With an estimated two hundred million users worldwide, instant messaging has clearly found its way into the Internet zeitgeist. Today, AOL, MSN and Yahoo vie for dominance in the consumer market with software that lets customers participate in a sort of “talkie-typie,” where correspondence zips through the ether in real time. AOL alone shuffles one billion messages per day.
Lately, a crop of software companies have been hoping to mimic the popularity of instant messaging (IM) with the chief information officer set by creating enterprise IM products designed to operate behind corporate firewalls. Many of the most recent technologies are instant messaging “gateways”-software that can translate between different IM software to facilitate the wheeling and dealing that e-mail handles today. But can instant messaging change the corporate landscape to the same degree that e-mail did in the last decade? And will IM gateways be able to convert a Wild West of competing products into a manageable network?
Speedy Delivery
Many companies see instant messaging as both a thorn in the flesh and the next potential killer app. The thorn is mostly felt in IT departments whose firewalls are not designed to monitor IM exchanges. While e-mail servers can usually filter out suspicious attachments, IM leaves some systems vulnerable. IM attachments, for the most part, can’t be scanned, nor can conversations be monitored or logged.
On the other hand, the promise of IM is its ability to detect presence and allow real-time communication, which could fill one of the largest vacuums on the Internet. “Imagine,” says Sonu Aggarwal, CEO of Cordant, a Bellvue, WA maker of IM gateway software, “having a contact in your IM buddy list that represents your Delta flight reservation. Rather than having to call an 800-number and digging up your reservation code, that buddy’ is your ticket, constantly communicating the status of the reservation.”
But today that promise is stymied by IM software packages that use their own proprietary protocols. “The whole IM scene is as factionalized as Afghanistan,” says Rob Batchelder, research director at Gartner, a technology research firm in Stamford, CT.
For example, if company A uses Exchange 2000 Instant Messaging Service, made by Redmond, WA-based Microsoft and its customer uses Lotus Sametime, a product of Armonk, NY-based IBM, the two can’t speak to each other, let alone to a third party that uses consumer IM software.
IM gateway software tackles this dilemma head on. Essentially “middleware” that a company can install behind their firewall, IM gateways translate between various IM protocols. “You can use the IM system you want in your company and we’ll do the translation,” says Francis deSouza, CEO of IMlogic, a Boston-based company that will provide gateway technology to future versions of Microsoft’s enterprise instant messenger.
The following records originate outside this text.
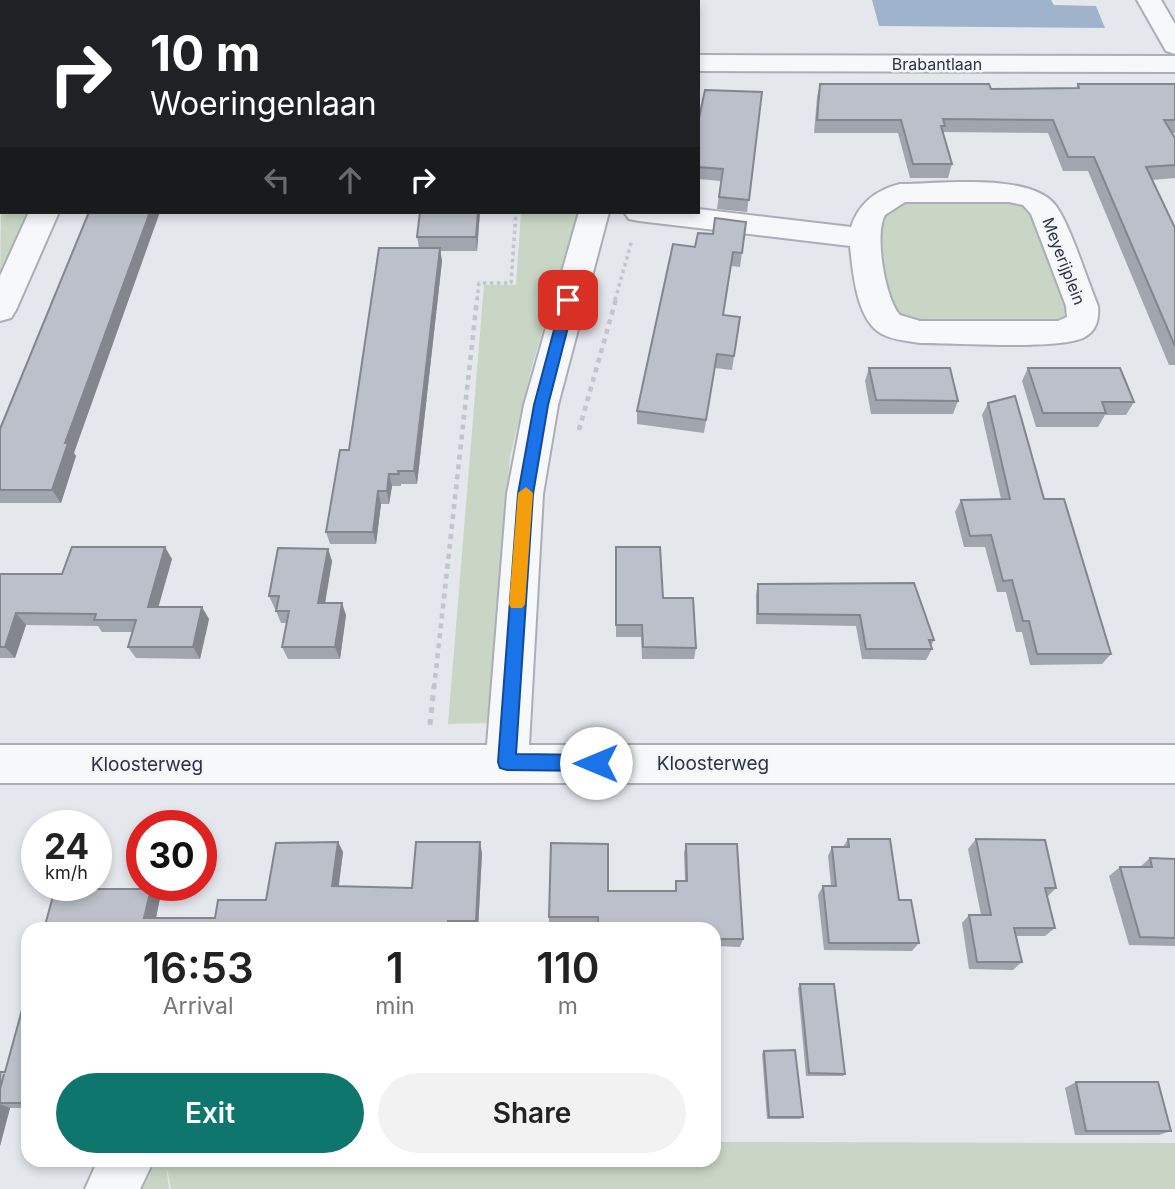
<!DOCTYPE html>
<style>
:root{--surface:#fff;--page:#f2f2f2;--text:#222;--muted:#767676;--accent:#0f766e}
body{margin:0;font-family:Inter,sans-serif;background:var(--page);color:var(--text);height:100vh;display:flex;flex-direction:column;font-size:26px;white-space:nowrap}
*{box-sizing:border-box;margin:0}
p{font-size:23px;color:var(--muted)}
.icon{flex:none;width:38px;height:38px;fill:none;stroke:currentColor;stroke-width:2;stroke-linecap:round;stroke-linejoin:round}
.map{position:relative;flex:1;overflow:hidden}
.side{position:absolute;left:21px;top:922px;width:700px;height:245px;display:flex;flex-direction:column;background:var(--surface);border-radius:21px;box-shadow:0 4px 10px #0003}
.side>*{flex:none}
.hud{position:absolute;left:0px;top:0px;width:700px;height:214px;box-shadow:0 4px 10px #0003;background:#202124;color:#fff;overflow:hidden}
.speed{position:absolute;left:21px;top:810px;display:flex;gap:14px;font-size:35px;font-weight:700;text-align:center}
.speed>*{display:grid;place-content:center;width:91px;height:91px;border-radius:50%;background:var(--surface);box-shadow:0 4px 10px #0003;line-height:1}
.speed small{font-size:18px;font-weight:400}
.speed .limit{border:10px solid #d22;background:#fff;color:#111}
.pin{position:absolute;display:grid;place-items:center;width:60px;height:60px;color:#fff;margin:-30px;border-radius:14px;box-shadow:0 4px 10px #0006}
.me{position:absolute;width:77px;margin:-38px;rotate:270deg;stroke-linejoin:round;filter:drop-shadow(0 0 5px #0008)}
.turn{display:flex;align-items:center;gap:24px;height:147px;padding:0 35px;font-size:32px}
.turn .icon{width:91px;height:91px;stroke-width:2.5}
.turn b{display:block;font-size:49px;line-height:60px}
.lanes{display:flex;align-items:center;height:66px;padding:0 35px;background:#0003;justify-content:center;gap:35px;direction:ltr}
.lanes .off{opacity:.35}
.eta{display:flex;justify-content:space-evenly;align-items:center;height:119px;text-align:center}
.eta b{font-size:42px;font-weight:600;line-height:49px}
.action{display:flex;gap:14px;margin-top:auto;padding:14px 35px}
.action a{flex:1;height:80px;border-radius:42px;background:var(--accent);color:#fff;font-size:28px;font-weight:600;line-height:80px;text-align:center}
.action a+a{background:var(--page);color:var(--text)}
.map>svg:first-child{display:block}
.green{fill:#c9d6c5}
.water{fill:#9fb4cc}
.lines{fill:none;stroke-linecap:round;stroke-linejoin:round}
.street-casing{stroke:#a9aeb7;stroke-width:4}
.secondary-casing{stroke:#a9aeb7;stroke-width:4}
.path-far2{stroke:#c2c5cb;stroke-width:3.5;stroke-dasharray:3.5 3.5;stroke-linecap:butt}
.path-far1{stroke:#c2c5cb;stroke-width:4.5;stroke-dasharray:5 5;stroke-linecap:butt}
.path{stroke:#c2c5cb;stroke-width:5;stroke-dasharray:6 6;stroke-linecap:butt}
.street{fill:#f7f8fa;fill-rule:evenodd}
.secondary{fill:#fff;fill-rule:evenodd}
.wall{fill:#a1a5ae}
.shaded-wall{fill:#83868d}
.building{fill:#bbc0ca;stroke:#83868d;stroke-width:2}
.route{fill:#1a73e8;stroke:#114b97;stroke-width:2}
.slow{fill:#f59e0b}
.labels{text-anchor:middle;stroke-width:5;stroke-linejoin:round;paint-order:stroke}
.far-street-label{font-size:16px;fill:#2b3445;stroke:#f4f6f9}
.street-label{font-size:19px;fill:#2b3445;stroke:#f4f6f9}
</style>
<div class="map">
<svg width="1175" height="1189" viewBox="0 0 1175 1189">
<rect width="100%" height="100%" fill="#e4e7ec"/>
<g class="green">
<polygon points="2,141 2,212 31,212 0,280"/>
<path d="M 902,201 L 1011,201 L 1030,210 L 1037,219 L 1068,311 L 1062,319 L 1055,323 C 1023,324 917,333 897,312 C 888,304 879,265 878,252 C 877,233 885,209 902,201 Z"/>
<polygon points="521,212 578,212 532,366 510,457 487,723 448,724 484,285 516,285"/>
<polygon points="714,1142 1175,1143 1175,1189 171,1189 166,1163 169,1189 137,1189 158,1160 714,1160"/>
</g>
<polygon class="water" points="872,0 1051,0 1054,5 1096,6 1105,28 879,26"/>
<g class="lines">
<g class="street-casing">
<g id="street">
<polygon points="126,0 150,0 125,2"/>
<polygon points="643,0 667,0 642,2"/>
<polygon points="1137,0 1161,0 1175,24 1175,54 1166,51"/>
<polygon points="698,55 1175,56 1175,72 698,71"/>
<path d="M 900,184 C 939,184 1032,172 1056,206 C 1071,227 1087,280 1098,306 C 1099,319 1097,331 1083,338 C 1055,350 956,343 920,343 C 907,341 893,340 882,334 C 856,320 853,272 850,246 L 639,221 L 629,219 L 624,212 L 698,212 L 698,209 L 851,227 C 859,203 876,190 900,184 ZM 905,202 L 1009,202 L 1023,205 L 1031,214 L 1066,306 L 1067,317 L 1058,321 L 920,321 L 900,315 C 885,299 874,234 885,215 Z"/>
<polygon points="29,212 59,212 16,310 11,318 0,321 0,276"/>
<polygon points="579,212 609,212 558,405 543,494 529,745 1175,745 1175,783 0,783 0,745 487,745 507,494 524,405"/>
<polygon points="98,1160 154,1160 140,1189 85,1189"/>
</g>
</g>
<g class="secondary-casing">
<g id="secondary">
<polygon points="44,0 68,0 43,2"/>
<polygon points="0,95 2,95 0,115"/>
</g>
</g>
<g class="path-far2">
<polyline points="477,300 479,283 511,283 516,212"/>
<polyline points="615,300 632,240"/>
</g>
<g class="path-far1">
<polyline points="579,430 616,299"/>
<polyline points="434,688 477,299"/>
</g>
<polyline class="path" points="430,725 434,686"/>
<use href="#street" class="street"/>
<use href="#secondary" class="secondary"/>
</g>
<g class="wall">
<polygon points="175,0 311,0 311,2 174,2"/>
<polygon points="820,84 991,89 1076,88 1078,84 1175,84 1175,133 1172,133 1175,138 1175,178 1152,180 1175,228 1175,365 1169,365 1088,171 1063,171 1048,133 944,132 943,134 952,164 948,178 910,178 898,133 814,133 817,97"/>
<polygon points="762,92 747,212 717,209 721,181 698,179 698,123"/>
<polygon points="420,212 480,212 477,251 440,251 442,261 417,484 401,484 401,486 392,486 389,504 381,504 376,544 330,544 326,532 349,450 419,248 417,237"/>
<polygon points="746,222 740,267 731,266 723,315 740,317 732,370 715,368 704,433 637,424 637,411 695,247 713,234"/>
<polygon points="869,368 958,401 953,414 871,414 865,381"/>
<polygon points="1028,368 1134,402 1126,415 1105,415 1098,427 1036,427 1022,381"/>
<polygon points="988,403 1044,499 1111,654 1102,664 1030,665 1022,632 1016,632 1006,592 997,592 985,547 964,547 955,512 961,500 1001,499 982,415"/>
<polygon points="0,429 74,453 76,456 61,503 0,503"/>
<polygon points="616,547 663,598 696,648 694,659 642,659 641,637 616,637"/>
<polygon points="328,549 332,561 325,603 346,615 340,659 288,659 282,647 287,623 281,623 276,611 277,609 275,609 269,596"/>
<polygon points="172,559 158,607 209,619 200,659 136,658 128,647 133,632 102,632 98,626 26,625 15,658 0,658 0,574 62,574"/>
<polygon points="914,583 934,640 931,646 932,649 926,660 862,659 856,626 756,624 756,594 758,584"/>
<polygon points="848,839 899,900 919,943 912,951 824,950 818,895 823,886 831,886 828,856 832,847 843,847"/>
<polygon points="976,839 1056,888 1047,897 1055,928 1045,936 1016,936 1022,962 1013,970 969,969 962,923 969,915 981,915 968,849"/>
<polygon points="338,842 343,852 339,886 412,888 482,853 478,929 44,929 160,898 156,918 215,918 266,900"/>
<polygon points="686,844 743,939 740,947 714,946 714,929 598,925 549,924 549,917 675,891 676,881 685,881 684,853"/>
<polygon points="1150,858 1175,859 1175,946 1129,945 1109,876 1120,867 1140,867"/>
<polygon points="800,984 845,1074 843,1076 806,1076 798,988"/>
<polygon points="28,988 28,1108 10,1108 0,1146 0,1072 5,1072"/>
<polygon points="764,1051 803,1117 800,1119 767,1119 762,1054"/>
<polygon points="1076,1082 1171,1131 1159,1135 1075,1135 1065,1088"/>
</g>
<g class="shaded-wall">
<polygon points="150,212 160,212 74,453 76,456 61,503 52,490 65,443"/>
<polygon points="478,212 480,212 477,251 476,237"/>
<polygon points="440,248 442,261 417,484 414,471"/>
<polygon points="389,474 392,486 389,504 387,491"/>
<polygon points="378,491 381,504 376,544 373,532"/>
<polygon points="165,547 172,559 155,619 148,607"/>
<polygon points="328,549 332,561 323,615 318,603"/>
<polygon points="342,603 346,615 340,659 335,647"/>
<polygon points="202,607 209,619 200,659 193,647"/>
<polygon points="16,613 26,625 15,658 5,647"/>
<polygon points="338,842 343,852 337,896 332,886"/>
<polygon points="480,842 482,853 478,929 476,921"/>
<polygon points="151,889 160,898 154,927 144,918"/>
<polygon points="0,1104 10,1108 0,1146"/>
</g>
<g class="building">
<polygon points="175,0 278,0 277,2 174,2"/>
<rect x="467" y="0" width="58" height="2"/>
<polygon points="820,84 989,84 991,89 1079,88 1078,84 1175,84 1175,120 1164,120 1175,138 1175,165 1146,167 1175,228 1175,346 1094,157 1068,157 1053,120 943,119 945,126 941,126 952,164 913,164 901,120 817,120"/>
<polygon points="705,90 762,92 749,200 719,197 723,169 698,167 698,123"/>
<polygon points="89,212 150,212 65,443 68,443 52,490 0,490 0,429"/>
<polygon points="420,212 478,212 476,237 417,237"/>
<polygon points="715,218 746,222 742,253 733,252 723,315 740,317 734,356 717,354 706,420 637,411 673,244 695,247 698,233 713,234"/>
<polygon points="379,248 440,248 414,471 398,471 399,474 389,474 387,491 378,491 373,532 326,532 340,450 349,450"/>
<polygon points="869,368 950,368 958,401 876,400"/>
<polygon points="1028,368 1120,368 1134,402 1102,402 1106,413 1043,413"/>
<polygon points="1015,396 1044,499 1064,499 1111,654 1037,654 1029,621 1023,621 1012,580 1003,581 991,535 970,536 961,500 1010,499 988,403"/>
<polygon points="72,547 165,547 148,607 202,607 193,647 128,647 136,620 94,620 96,614 16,613 5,647 0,647 0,574 62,574"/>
<polygon points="616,547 660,547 663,598 693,598 696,648 643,647 642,625 616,625"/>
<polygon points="278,548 328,549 318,603 342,603 335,647 282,647 289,611 276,611 279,596 269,596"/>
<polygon points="914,583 934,640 929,640 932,649 866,649 860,615 758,614 758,584"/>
<polygon points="848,839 890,839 899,900 911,900 919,943 829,943 823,886 836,886 832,847 849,847"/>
<polygon points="976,839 1045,840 1056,888 1045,888 1055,928 1014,928 1022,962 977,962 969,915 991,915"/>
<polygon points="338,842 332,886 412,888 416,842 480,842 476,921 448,921 448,928 401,928 401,929 44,929 55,889 151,889 144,918 215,918 218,900 266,900 276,843"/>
<polygon points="551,843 608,844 608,891 676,891 676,881 687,881 686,844 737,844 743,939 714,939 714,929 598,929 598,917 549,917"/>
<polygon points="1150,858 1175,859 1175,938 1140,937 1120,867 1152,867"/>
<polygon points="800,984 834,984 845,1074 809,1073"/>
<polygon points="28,988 28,1103 0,1103 0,1089 4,1074 0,1089 0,1072 5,1072"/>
<polygon points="795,1050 803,1117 769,1117 764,1051"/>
<polygon points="1076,1082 1158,1082 1171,1131 1086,1131"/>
</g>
<polygon class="route" points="568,295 575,300 548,405 533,494 516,754 596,755 602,757 604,763 602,769 596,771 507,770 500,768 498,762 518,494 534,405 562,300"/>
<polygon class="slow" points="526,487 533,493 525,604 522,608 511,608 509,604 518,493"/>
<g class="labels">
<g class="far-street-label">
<text x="937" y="70">Brabantlaan</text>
<text transform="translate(1064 261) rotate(69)" y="6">Meyerijplein</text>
</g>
<g class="street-label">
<text x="713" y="770">Kloosterweg</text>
<text x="147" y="771">Kloosterweg</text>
</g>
</g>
</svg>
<div class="speed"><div>24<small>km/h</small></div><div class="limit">30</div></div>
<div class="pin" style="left:568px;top:300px;background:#d93025"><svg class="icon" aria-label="arrive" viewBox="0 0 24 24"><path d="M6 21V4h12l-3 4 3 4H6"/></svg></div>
<svg class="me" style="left:596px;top:763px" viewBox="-20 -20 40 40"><circle r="19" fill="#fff"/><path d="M0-13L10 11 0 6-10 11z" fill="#1a73e8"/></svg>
<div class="hud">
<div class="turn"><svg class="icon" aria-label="right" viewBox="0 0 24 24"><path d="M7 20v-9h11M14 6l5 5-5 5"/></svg><div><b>10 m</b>Woeringenlaan</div></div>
<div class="lanes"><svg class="icon off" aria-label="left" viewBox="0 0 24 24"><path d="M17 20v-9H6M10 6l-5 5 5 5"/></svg><svg class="icon off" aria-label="ahead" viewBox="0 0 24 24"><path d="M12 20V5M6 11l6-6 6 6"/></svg><svg class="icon" aria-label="right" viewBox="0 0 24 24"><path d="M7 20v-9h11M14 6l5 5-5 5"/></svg></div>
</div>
<section class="side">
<div class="eta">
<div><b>16:53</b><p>Arrival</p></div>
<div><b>1</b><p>min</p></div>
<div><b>110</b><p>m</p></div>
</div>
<div class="action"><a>Exit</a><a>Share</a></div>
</section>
</div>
Today’s enterprise IM market is worth an estimated $100 million a year, Gartner estimates-a modest sum for the software world. But as major players like Sprint and AOL roll out their own enterprise IM products, Gartner predicts the market will grow at least 50 percent annually over the next three or four years.
Meanwhile, companies such as Foster City, CA-based Facetime, Chicago-based Imici, San Francisco-based Messagevine, and Denver, CO-based Jabber are competing to provide the mortar to patch these disparate IM languages together into a single network.
But not everyone is convinced that the patchwork will hold up. “These gateway systems are going to be strung together with spit and bailing wire,” says Gartner’s Batchelder. “It won’t be reliable as a synchronous communication system.” Unlike e-mail, Batchelder says, IM has no “safety net,” queues into which undelivered messages can go when there’s a breakdown somewhere in the network. “No one’s ever been able to build a real-time messaging system out of gateways,” he says. “To do a real time messaging system you need an overarching network and an infrastructure such as AOL, MSN, and Yahoo! that can be commonly used by all the parties that want to traffic over it.”
Cordant’s Aggarwal and IMlogic’s deSouza both admit that gateways will likely turn out to be a temporary fix. The ultimate solution, they believe, will come not from a single network provider like AOL but from a coalition of providers signing on to a single protocol, such as the Session Initiation Protocol, which is being developed by the Internet Engineering Task Force. “There’s too much investment in multiple protocols from the different parties,” says Aggarwal. “To surrender to any one network means the others all go out of business.”